While running Norton WinDoctor the following errors were found that could not be repaired. Does anyone know how to fix these problems:

Missing or invalid key "MailFileAtt"

Missing or invalid key "mapifvbx.object"

Missing or invalid key "mapifvbx.object.1"


----------



## jagungtelo (Jul 22, 2005)

try to to reinstall the software again it might be some file mix up or missing from the program


----------



## Terrister (Apr 18, 2005)

Are you having any problems with your mail program?


----------



## Mrmars (Nov 13, 2004)

Terrister said:


> Are you having any problems with your mail program?



I use OE and I haven't noticed any problems.


----------



## Terrister (Apr 18, 2005)

I also use the Norton utilities on my computers. It seems it always finds lots of Active X problems. Most of the time it fixes all of them.

I think in this case I would ignore these. Trying to fix them may cause more problems than it fixes.


----------



## Mrmars (Nov 13, 2004)

Terrister said:


> I also use the Norton utilities on my computers. It seems it always finds lots of Active X problems. Most of the time it fixes all of them.
> 
> I think in this case I would ignore these. Trying to fix them may cause more problems than it fixes.

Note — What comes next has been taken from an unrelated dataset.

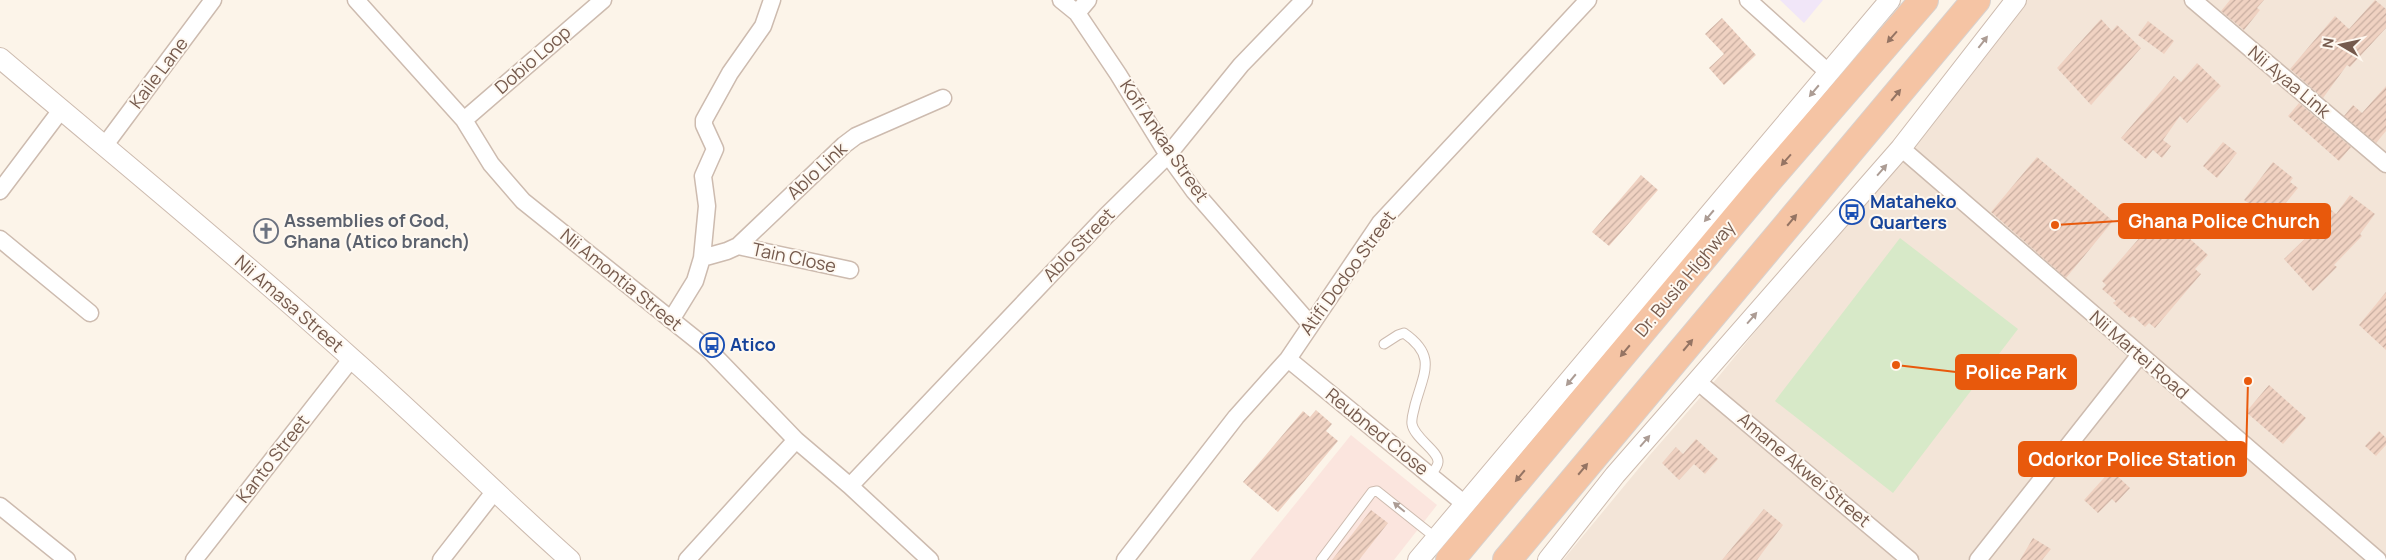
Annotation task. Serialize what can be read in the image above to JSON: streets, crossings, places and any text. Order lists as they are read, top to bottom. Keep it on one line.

Do you continuously run the "System Doctor" utility ? I do and since these errors occured the red light (instead of green) from this utility in the task bar is now always visible. Its pretty annoying having to look at that red light constantly now. I guess if these errors cannot be repaired I will just disable the "System Doctor" so I'm not constantly reminded of these errors by that red light.


----------



## Terrister (Apr 18, 2005)

No, I never liked the System Doctor. 
Have you tried a manual repair in Windoctor when it could not fix them automatically?


----------



## Mrmars (Nov 13, 2004)

Haven't tried the manual fix. Don't know if I'm comfortable enough to try it. I've disabled the system doctor and there are no apparent problems with anything. Its just always in the back of my head that the problems are there.


----------